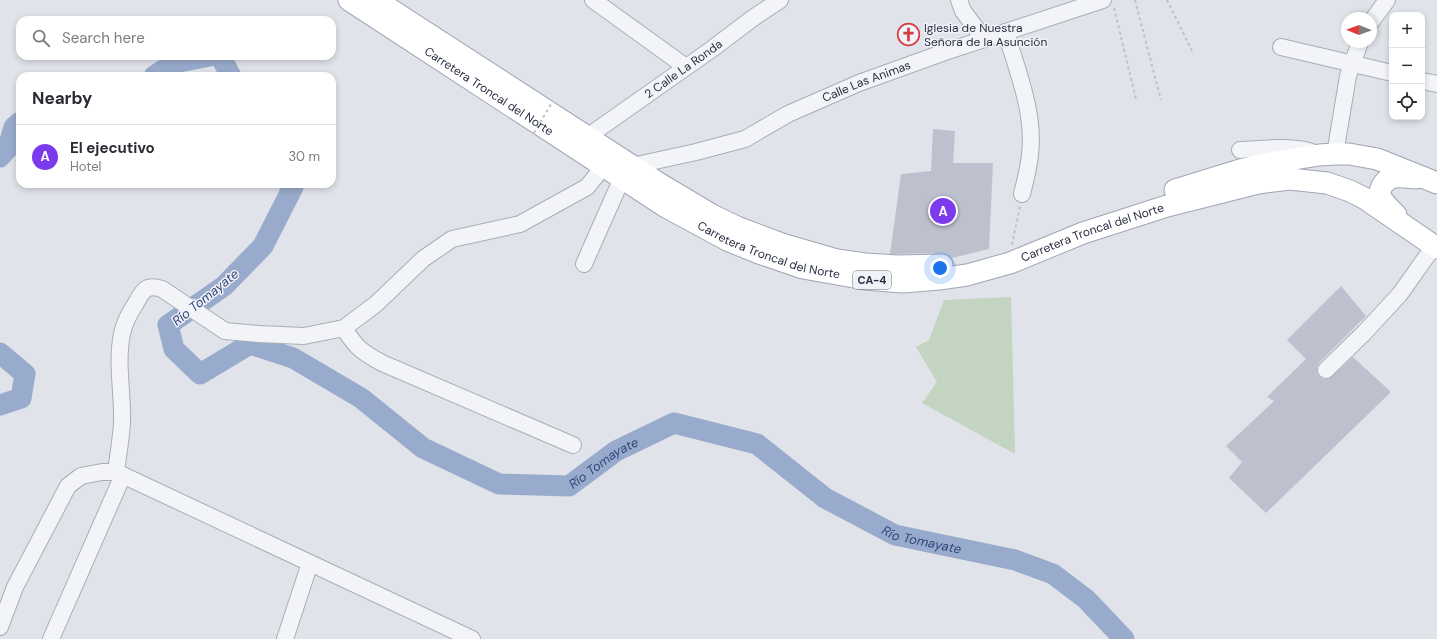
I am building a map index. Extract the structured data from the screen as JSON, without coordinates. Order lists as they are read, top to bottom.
{
  "streets": {
    "main road": ["Carretera Troncal del Norte", "CA-4"],
    "street": ["2 Calle La Ronda", "Calle Las Animas"]
  },
  "crossings": [
    ["2 Calle La Ronda", "Carretera Troncal del Norte"],
    ["Calle Las Animas", "Carretera Troncal del Norte"]
  ],
  "water": ["Río Tomayate"],
  "places": {
    "church": ["Iglesia de Nuestra Señora de la Asunción"]
  },
  "north": "left",
  "page": {
    "map_buttons": ["+", "−"],
    "search": "Search here",
    "heading": "Nearby",
    "list": [
      {
        "mark": "A",
        "name": "El ejecutivo",
        "note": "Hotel",
        "value": "30 m"
      }
    ],
    "pins": "A"
  }
}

## YOUR GOAL:
From the first line to the last, print the records exactly; leave out the pictures.

## RESPONSE:
I am building a map index. Extract the structured data from the screen as JSON, without coordinates. Order lists as they are read, top to bottom.
{
  "streets": {
    "main road": ["Carretera Troncal del Norte", "CA-4"],
    "street": ["2 Calle La Ronda", "Calle Las Animas"]
  },
  "crossings": [
    ["2 Calle La Ronda", "Carretera Troncal del Norte"],
    ["Calle Las Animas", "Carretera Troncal del Norte"]
  ],
  "water": ["Río Tomayate"],
  "places": {
    "church": ["Iglesia de Nuestra Señora de la Asunción"]
  },
  "north": "left",
  "page": {
    "map_buttons": ["+", "−"],
    "search": "Search here",
    "heading": "Nearby",
    "list": [
      {
        "mark": "A",
        "name": "El ejecutivo",
        "note": "Hotel",
        "value": "30 m"
      }
    ],
    "pins": "A"
  }
}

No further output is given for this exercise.